🚩 Create a free WhyLabs account to get more value out of whylogs!
Did you know you can store, visualize, and monitor whylogs profiles with the WhyLabs Observability Platform? Sign up for a free WhyLabs account to leverage the power of whylogs and WhyLabs together!
High dimensional embedding spaces can be difficult to understand because we often rely on our own subjective judgement of clusters in the space. Often, data scientists try to find issues solely by hovering over individual data points and noting trends in which ones feel out of place.
In whylogs, you are able to profile embeddings values by comparing them to reference data points. These references can be completely determined by users (helpful when they represent prototypical "ideal" representations of a cluster or scenario) but can also be chosen programmatically.
For convenience, we include helper functions to select reference data points for comparing new embedding vectors against. To follow this notebook in full, install the embeddings
extra (for helper functions) and viz
extra (for visualizing drift) when installing whylogs.
# Note: you may need to restart the kernel to use updated packages.
%pip install --upgrade whylogs[embeddings,viz]
import os
import pickle
from sklearn.datasets import fetch_openml
if os.path.exists("mnist_784_X_y.pkl"):
X, y = pickle.load(open("mnist_784_X_y.pkl", 'rb'))
else:
X, y = fetch_openml("mnist_784", version=1, return_X_y=True, as_frame=False)
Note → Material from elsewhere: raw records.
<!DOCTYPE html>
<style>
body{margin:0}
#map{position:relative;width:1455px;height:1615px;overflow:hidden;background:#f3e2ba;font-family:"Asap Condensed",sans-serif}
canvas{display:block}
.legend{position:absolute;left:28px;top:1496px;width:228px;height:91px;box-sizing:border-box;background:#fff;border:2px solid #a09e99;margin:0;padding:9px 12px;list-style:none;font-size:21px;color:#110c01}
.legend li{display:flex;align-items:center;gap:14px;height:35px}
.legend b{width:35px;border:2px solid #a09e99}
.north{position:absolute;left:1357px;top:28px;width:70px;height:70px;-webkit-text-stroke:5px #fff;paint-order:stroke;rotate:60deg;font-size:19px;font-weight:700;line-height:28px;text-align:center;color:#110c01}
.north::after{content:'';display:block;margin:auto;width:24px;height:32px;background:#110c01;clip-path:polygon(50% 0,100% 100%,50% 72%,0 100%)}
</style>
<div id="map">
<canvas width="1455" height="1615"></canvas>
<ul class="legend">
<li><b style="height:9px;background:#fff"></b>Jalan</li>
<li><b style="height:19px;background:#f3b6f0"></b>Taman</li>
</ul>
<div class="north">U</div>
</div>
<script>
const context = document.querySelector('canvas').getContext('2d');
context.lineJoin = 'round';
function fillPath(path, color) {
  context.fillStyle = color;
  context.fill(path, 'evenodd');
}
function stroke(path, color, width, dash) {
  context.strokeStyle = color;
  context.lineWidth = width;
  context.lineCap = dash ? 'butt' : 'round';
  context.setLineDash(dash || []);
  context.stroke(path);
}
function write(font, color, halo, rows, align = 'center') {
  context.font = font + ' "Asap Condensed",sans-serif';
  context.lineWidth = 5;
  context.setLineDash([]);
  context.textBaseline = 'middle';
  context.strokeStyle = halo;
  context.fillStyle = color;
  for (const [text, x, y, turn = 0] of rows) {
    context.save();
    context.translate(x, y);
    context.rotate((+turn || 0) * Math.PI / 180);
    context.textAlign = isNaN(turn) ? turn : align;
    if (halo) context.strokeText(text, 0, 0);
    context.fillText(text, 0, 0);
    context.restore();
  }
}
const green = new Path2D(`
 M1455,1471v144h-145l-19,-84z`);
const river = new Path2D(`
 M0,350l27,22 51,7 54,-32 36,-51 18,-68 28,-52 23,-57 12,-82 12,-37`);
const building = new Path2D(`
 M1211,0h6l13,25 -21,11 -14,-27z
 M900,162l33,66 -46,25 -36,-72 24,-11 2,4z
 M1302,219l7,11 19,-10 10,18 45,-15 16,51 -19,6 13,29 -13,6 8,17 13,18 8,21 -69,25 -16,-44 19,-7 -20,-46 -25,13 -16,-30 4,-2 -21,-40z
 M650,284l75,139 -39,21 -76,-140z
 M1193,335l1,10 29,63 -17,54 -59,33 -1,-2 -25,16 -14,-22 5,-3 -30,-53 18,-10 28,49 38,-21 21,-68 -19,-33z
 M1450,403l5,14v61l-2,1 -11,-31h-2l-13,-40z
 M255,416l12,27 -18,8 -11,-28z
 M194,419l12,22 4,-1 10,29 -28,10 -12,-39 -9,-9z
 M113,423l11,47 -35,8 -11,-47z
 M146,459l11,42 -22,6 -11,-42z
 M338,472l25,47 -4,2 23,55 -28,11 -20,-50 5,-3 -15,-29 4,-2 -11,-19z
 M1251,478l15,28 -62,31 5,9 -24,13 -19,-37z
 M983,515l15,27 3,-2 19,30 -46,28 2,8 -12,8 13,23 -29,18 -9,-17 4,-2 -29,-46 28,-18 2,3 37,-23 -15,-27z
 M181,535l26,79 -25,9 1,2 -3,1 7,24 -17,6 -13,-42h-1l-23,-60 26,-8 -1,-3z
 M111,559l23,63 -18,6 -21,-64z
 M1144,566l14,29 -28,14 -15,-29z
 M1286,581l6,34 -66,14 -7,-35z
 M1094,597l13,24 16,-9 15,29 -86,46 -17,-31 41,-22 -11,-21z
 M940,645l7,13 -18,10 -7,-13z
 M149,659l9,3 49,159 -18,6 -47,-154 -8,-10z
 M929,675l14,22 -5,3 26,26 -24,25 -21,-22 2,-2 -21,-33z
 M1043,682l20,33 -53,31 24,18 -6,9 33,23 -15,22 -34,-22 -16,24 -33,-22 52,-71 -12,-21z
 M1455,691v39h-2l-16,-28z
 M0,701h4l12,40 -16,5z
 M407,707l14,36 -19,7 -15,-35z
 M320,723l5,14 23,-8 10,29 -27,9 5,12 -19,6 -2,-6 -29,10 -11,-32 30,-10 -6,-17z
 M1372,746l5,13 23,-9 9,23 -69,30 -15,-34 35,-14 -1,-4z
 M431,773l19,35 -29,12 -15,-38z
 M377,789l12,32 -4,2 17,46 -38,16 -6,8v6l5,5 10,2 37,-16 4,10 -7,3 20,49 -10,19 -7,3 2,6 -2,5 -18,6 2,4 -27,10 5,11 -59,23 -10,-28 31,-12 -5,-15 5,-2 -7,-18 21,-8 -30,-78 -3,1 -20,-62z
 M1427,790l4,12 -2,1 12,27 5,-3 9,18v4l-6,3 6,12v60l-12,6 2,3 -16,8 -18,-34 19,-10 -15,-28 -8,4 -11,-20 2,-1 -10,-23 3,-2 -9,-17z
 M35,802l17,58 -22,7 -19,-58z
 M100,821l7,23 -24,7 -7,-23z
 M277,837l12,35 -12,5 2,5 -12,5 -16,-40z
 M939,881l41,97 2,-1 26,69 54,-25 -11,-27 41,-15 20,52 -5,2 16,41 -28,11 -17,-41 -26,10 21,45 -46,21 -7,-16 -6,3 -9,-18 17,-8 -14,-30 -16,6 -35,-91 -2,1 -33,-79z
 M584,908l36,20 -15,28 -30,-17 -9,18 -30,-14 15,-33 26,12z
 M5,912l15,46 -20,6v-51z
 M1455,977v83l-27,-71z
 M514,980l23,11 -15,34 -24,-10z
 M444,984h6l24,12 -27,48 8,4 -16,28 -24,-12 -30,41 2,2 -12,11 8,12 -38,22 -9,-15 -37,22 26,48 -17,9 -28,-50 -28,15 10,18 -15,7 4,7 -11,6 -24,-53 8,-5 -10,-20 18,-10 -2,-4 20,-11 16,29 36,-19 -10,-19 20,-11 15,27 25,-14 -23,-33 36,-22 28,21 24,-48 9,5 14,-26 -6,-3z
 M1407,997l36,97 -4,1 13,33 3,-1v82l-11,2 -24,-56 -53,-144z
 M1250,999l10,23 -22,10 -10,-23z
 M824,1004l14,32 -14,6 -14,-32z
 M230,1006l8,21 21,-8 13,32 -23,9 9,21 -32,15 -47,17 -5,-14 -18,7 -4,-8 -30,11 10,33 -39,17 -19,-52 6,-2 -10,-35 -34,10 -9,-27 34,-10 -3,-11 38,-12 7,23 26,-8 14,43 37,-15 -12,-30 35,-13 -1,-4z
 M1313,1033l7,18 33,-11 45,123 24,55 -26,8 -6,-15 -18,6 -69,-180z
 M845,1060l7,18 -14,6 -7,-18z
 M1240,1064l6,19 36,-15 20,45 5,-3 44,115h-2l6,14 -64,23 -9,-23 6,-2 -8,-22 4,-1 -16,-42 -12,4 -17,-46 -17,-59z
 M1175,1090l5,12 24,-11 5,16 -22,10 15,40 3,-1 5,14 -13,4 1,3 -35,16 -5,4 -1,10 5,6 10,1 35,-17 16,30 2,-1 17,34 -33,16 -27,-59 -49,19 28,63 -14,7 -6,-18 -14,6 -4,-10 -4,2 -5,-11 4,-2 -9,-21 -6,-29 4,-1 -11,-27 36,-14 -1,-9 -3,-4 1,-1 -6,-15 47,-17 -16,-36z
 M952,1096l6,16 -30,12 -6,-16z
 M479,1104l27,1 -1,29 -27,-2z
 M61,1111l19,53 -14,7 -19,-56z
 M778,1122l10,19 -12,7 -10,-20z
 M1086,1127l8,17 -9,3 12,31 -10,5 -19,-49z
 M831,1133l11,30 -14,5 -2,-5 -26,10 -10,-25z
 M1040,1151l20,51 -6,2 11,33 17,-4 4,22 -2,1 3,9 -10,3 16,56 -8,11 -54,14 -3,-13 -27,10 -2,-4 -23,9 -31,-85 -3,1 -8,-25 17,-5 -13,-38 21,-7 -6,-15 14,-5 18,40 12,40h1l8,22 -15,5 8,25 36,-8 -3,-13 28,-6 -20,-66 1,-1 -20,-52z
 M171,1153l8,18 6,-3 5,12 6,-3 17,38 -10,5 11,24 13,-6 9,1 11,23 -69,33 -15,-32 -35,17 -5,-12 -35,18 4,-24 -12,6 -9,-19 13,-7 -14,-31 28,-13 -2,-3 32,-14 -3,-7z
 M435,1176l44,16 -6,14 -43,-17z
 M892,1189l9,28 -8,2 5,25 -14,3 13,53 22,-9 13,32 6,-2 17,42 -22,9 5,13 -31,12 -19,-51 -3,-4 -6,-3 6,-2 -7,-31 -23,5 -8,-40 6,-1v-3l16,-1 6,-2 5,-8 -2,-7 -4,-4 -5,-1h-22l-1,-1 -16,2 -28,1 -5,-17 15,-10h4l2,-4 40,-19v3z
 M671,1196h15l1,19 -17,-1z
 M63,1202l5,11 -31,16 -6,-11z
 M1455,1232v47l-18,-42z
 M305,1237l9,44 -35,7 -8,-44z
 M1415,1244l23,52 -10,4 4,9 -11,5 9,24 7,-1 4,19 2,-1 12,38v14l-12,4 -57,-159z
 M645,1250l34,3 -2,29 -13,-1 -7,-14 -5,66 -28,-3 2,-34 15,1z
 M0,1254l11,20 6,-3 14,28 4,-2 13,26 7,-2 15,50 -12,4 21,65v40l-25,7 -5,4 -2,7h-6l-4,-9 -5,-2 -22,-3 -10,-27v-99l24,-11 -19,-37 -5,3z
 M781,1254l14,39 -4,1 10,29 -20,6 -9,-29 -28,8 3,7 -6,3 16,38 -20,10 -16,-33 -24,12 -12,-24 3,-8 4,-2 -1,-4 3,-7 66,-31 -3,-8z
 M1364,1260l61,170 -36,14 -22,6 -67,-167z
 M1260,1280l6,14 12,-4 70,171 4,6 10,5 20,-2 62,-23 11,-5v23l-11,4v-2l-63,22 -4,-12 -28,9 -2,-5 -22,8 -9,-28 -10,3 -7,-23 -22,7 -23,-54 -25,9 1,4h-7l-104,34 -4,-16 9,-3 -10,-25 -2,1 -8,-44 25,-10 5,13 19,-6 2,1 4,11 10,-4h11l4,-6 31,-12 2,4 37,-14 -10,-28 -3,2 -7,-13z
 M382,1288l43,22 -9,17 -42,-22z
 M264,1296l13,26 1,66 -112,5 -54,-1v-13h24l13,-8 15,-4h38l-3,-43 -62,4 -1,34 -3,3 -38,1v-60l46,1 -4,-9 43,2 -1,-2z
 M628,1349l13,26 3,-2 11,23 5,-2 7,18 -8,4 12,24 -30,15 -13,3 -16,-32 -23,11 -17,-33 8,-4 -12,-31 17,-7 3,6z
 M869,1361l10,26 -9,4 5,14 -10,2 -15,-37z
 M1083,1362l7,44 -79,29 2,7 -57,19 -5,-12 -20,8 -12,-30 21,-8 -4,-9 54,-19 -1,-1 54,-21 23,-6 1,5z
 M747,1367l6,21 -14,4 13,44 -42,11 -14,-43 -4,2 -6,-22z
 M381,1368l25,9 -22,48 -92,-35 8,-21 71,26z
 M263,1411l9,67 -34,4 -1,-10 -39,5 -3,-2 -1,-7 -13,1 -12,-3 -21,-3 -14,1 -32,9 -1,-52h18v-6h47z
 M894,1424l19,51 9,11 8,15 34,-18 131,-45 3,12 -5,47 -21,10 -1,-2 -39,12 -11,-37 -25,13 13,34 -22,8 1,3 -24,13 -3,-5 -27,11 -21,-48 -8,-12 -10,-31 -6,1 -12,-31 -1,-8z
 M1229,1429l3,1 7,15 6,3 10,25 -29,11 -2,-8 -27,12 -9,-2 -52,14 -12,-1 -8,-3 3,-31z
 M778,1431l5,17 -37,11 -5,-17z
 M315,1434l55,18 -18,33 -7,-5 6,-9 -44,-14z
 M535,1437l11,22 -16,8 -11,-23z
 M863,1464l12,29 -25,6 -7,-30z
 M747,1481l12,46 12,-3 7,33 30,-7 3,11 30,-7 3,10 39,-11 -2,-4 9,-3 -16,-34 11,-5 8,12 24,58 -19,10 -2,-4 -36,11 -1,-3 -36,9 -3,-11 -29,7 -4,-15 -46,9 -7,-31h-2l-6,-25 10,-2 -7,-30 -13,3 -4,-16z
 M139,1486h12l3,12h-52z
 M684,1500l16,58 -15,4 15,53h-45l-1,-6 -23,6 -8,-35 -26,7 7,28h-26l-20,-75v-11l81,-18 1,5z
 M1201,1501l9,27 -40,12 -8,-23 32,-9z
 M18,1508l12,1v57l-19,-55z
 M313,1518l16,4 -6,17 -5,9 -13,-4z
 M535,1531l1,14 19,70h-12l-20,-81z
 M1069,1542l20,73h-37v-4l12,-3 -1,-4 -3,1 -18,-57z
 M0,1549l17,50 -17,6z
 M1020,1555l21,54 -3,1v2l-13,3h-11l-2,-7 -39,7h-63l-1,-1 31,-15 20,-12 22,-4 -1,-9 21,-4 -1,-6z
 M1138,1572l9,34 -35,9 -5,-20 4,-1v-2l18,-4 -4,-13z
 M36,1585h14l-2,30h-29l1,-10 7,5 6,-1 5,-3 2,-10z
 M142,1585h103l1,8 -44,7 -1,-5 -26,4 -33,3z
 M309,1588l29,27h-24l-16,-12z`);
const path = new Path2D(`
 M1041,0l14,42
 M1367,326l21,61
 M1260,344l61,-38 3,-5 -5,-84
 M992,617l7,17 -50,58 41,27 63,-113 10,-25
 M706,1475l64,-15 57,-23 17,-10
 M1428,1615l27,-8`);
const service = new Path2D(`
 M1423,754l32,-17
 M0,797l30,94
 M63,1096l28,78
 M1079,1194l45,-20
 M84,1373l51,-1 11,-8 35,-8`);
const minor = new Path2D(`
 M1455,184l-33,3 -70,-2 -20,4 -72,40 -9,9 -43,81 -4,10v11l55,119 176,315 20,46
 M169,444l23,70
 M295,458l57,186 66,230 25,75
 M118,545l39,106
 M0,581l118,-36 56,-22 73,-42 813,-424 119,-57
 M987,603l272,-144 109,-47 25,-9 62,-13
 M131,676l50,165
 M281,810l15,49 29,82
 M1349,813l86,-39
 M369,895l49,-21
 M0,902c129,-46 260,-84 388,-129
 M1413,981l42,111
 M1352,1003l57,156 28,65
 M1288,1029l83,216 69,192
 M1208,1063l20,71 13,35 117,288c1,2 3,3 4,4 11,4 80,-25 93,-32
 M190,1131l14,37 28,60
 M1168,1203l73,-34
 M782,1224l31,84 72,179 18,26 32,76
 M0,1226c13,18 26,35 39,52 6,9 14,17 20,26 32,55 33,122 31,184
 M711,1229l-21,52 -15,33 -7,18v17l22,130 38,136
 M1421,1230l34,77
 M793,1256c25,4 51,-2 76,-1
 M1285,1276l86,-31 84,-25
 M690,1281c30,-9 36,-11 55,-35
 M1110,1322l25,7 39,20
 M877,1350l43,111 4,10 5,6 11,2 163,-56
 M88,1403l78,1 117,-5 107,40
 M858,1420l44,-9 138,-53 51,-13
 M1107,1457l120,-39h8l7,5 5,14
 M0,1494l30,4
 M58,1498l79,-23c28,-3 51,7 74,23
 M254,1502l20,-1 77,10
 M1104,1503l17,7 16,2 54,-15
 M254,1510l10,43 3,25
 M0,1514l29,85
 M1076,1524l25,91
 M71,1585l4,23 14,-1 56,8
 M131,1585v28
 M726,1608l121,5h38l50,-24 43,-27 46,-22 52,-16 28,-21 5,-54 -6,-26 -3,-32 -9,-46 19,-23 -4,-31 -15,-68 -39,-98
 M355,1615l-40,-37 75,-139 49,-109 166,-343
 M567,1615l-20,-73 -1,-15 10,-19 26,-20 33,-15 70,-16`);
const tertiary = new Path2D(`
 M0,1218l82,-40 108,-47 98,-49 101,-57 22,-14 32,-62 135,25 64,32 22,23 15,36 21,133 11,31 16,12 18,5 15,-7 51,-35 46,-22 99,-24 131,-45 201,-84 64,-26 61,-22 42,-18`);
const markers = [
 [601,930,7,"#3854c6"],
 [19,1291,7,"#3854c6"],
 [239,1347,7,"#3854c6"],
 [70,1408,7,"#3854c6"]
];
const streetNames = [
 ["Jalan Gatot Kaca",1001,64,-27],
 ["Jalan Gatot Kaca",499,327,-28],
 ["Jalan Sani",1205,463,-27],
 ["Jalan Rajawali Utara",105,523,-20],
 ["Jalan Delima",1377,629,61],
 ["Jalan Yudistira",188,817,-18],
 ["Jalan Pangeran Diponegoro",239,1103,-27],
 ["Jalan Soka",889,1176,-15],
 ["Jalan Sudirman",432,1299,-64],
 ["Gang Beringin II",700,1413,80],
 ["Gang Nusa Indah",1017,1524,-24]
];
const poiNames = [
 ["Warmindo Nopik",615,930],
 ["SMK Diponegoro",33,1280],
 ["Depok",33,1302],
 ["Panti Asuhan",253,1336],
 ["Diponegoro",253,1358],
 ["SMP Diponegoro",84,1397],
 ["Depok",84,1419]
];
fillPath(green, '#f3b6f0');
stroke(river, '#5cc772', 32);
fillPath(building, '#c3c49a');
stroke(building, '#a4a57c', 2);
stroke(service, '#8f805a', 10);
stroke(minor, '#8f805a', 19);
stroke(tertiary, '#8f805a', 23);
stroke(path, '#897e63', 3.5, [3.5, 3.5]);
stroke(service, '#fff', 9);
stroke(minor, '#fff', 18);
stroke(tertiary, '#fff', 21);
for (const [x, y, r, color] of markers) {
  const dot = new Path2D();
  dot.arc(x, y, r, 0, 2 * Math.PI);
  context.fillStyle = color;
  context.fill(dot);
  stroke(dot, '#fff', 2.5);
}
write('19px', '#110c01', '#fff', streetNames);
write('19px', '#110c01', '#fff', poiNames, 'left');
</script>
Instead of training a model, we'll use the same functionality to split our dataset into an original training dataset and data we'll see in our first day of production.
from sklearn.model_selection import train_test_split
X_train, X_prod, y_train, y_prod = train_test_split(X, y, test_size=0.1)
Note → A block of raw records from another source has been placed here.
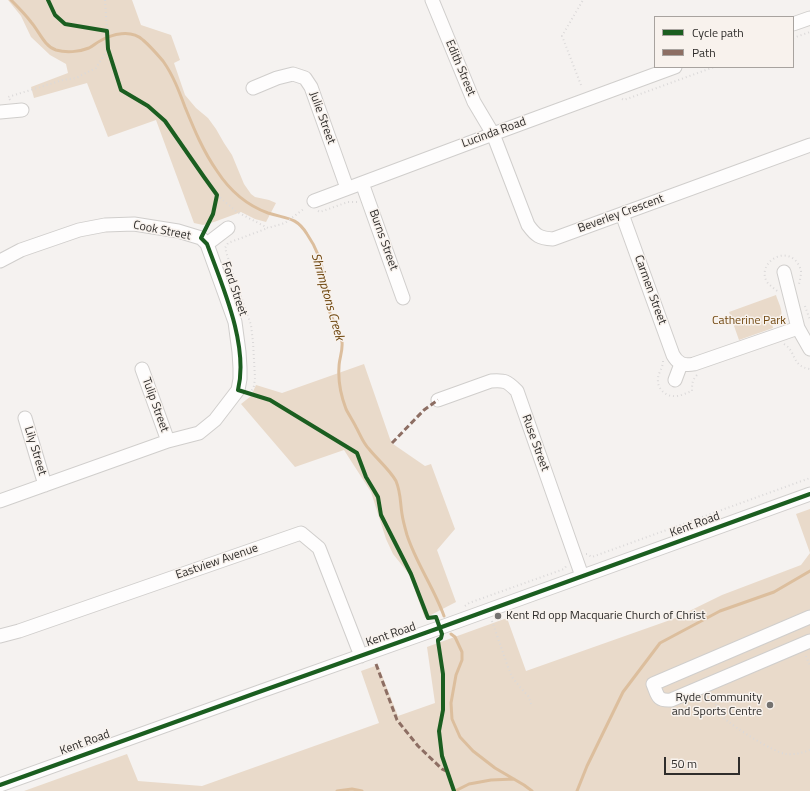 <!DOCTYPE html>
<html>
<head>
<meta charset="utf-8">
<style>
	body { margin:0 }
	#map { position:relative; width:810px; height:791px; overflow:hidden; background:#f5f2f0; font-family:"Titillium Web",sans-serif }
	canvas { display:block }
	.legend { position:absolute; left:654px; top:16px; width:140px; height:52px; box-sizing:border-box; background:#f8f2ed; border:1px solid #a8a39f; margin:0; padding:5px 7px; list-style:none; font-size:12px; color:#2f2d2b }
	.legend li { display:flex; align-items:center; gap:8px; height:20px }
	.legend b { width:20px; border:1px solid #a8a39f }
	.scale { position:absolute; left:664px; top:757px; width:76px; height:18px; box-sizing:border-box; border:2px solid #2f2d2b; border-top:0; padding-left:5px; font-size:12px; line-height:14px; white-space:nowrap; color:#2f2d2b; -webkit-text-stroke:3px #f8f2ed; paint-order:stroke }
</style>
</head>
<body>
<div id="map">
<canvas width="810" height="791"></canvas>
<ul class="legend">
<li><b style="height:5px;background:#1b5e20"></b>Cycle path</li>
<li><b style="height:5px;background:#8d6e63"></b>Path</li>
</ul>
<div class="scale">50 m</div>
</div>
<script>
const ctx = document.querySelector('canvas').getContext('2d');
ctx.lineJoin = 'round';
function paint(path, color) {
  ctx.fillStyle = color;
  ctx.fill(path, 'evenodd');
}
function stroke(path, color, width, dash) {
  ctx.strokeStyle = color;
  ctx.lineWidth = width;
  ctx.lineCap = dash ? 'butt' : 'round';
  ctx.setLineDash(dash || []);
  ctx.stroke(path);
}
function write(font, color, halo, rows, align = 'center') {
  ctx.font = font + ' "Titillium Web",sans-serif';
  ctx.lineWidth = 3;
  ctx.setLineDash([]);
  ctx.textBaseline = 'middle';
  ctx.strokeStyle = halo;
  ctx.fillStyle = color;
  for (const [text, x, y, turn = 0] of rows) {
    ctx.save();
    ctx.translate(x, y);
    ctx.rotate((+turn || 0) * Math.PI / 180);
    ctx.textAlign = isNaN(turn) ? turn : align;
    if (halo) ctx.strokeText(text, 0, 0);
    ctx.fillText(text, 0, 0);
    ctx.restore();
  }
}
paint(new Path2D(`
	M8,0H132L141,25L171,35L180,60L174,63L185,95L196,108L208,118L216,129L224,143L232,155L244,184L251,194L255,197L269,200L276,203L266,222L255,219L241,212L214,222L203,225L194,223L156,120L108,137L87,83L34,98L31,87L68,73L66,64L50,55L31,37L21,16Z
	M776,295C778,302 786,315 778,320C777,322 774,322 772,323L773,328L739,340L729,312Z
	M364,364L390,439L393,444L425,466L431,464L455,529L437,550L456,602L425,618L409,574L393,554L386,539L371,492L344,450L295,467L241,404L251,396L256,385L282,393Z
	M810,509V791H24L127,754L138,781L202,786L379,723L361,671L378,665L398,716L435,703L427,647L507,618L526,671L673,619L722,595L801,565L810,553L796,514Z`), '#e9daca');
stroke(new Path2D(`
	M11,0C18,7 25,14 31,22C39,31 44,46 56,50C66,53 79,52 89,48C93,46 96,43 100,41C112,34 131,29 143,40C150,46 157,54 163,61C173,75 179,91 185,107C194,129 203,151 217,171C230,191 246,205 268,213C286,219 296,216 307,234C316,247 322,263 324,278C326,287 326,298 328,307C331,319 340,330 342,342C343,351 339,359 339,367C338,381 341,396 346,409C349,415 353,421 356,427C360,434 363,443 369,449C377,459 390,470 396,481C401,493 400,502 402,514C403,521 405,528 407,535C416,563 434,588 444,616
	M451,634L455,637L462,652V660L456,675L451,703L452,719L460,737L473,751L495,768L524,785L532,791
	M337,791L352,789L362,791
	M455,791L469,784L491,780L514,779
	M577,791L587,766L623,692L660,643L720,611L774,592L810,571`), '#dcbe9d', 3);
const minor = new Path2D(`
	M432,0L474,102L493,134L528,225C536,236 539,238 553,239L810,145
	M793,24L810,18
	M253,88L277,78L293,74L305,78L311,87L347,188
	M0,112L22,110
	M362,183L403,298
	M314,201L493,134L675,67
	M622,214L673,355C678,364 684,366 694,364L798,328
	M207,244L228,228
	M0,261L21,250L79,230L105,225L134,224L178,231L201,238L207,244
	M784,272L798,328L810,349
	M142,369L168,441
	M675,380L681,364
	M438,400L491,381C505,380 507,381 517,391L582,576
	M25,418L45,485
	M0,501L168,441L199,433L215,420L238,390L240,379V368L239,352L235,322L207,244
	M810,617L653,684C658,696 657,701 671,700L810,641
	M0,636L19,631L301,533L319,548L361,656
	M0,785L256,693L439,628L810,494`);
stroke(minor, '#d0cecc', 15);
stroke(new Path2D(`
	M105,0L107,31
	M793,38L810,32
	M581,85L562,36L583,0
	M622,99L624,100L714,67
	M10,100L8,97L63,80L76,78L96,68L108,49
	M217,195L237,212L268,228L285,223L305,208
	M318,211L320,212L348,202H357
	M777,291C774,288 770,286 767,282C757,265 781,247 795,260C798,263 801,268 801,272C801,276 800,280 799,284
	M805,306L810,320
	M784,344C797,352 791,366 810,369
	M663,361C663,368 658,373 658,379C657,388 665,396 673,396C679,397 686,393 692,391C692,385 692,380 697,375
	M250,394L254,386L255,378L253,342L251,325L232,271L225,248L228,243L268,228
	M586,554H587L592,557L810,478
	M465,606L469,603L564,569L567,565
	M492,621L508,667L512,677L520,687L529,697L531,704
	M806,656L810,666
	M711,693C715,702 718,712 724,718C732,726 775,753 786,754C794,755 802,753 810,750`), '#dbd9d9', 2, [1, 3]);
stroke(minor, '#fefdfd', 13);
stroke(new Path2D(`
	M392,443L424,410L438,400
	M376,664L397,720L418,746L442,769L446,771`), '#8d6e63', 3, [6, 3]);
stroke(new Path2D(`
	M48,0L55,15L65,24L107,31L108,49L121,90L148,106L165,121L204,177L217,195L213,214L201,238L207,244C222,285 249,345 238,390L270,400L357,453L366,477L378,497L381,515L411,574L428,618L436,617L442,634L441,638L438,640V641L443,674V710L439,731L442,756L454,791
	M0,785L256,693L439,628L810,494`), '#1b5e20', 4);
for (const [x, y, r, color] of [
	[498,616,4,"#747270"],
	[770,705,4,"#747270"]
]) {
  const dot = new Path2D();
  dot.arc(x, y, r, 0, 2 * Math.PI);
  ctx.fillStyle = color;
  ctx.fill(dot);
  stroke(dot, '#f8f2ed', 1.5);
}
write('12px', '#2f2d2b', '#f8f2ed', [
	["Edith Street",460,68,67],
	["Julie Street",322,118,70],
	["Lucinda Road",494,133,-20],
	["Beverley Crescent",621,214,-20],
	["Cook Street",162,231,11],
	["Burns Street",383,240,70],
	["Ford Street",234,289,71],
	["Carmen Street",650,290,70],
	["Tulip Street",155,405,70],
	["Ruse Street",535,443,70],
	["Lily Street",35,451,73],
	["Kent Road",695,525,-20],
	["Eastview Avenue",217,562,-19],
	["Kent Road",391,635,-19],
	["Kent Road",85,743,-20]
]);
write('12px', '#714912', '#f8f2ed', [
	["Catherine Park",749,321]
]);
write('12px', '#2f2d2b', '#f8f2ed', [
	["Kent Rd opp Macquarie Church of Christ",506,616],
	["Ryde Community",762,698,"right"],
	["and Sports Centre",762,712,"right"]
], 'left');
write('italic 13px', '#6c440b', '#f8f2ed', [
	["Shrimptons Creek",327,297,74]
]);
</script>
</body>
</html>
We would like to compare incoming embeddings against up to 30 predefined references. These can chosen by the user either manually or algorithmically. Both reference selection algorithms provided are conducted on raw data, but only for the purposes of finding references itself.
If we had prototypical examples of digits that we wanted to compare our incoming data against, we would collect those data points now.
If we have labels for our data, selecting the centroids of clusters for each label makes sense. We provide a helper class, PCACentroidSelector
, that finds the centroids in PCA space before converting back to the raw 784-dimensional space.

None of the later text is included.